ASSIGNED TASK: Reproduce the data below word for word, setting aside any picture it holds.
:::::
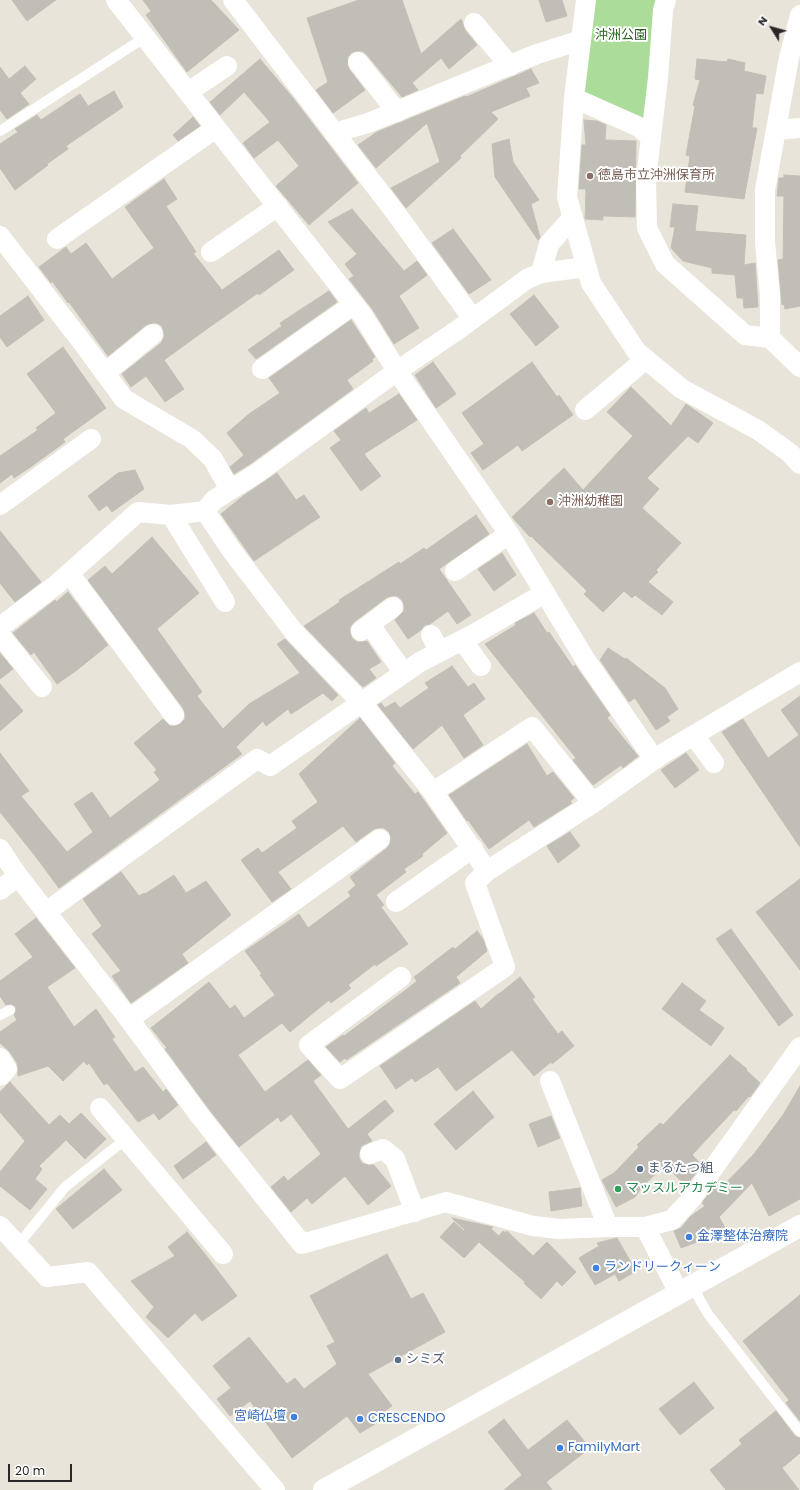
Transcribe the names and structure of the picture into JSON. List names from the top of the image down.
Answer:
{
  "parks": ["沖洲公園"],
  "places": [
    "徳島市立沖洲保育所",
    "沖洲幼稚園",
    "まるたつ組",
    "マッスルアカデミー",
    "金澤整体治療院",
    "ランドリークィーン",
    "シミズ",
    "宮崎仏壇",
    "CRESCENDO",
    "FamilyMart"
  ],
  "scale_bar": "20 m",
  "north": "top left"
}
:::::
EXERCISE RESULT:
Transcribe the names and structure of the picture into JSON. List names from the top of the image down.
Answer:
{
  "parks": ["沖洲公園"],
  "places": [
    "徳島市立沖洲保育所",
    "沖洲幼稚園",
    "まるたつ組",
    "マッスルアカデミー",
    "金澤整体治療院",
    "ランドリークィーン",
    "シミズ",
    "宮崎仏壇",
    "CRESCENDO",
    "FamilyMart"
  ],
  "scale_bar": "20 m",
  "north": "top left"
}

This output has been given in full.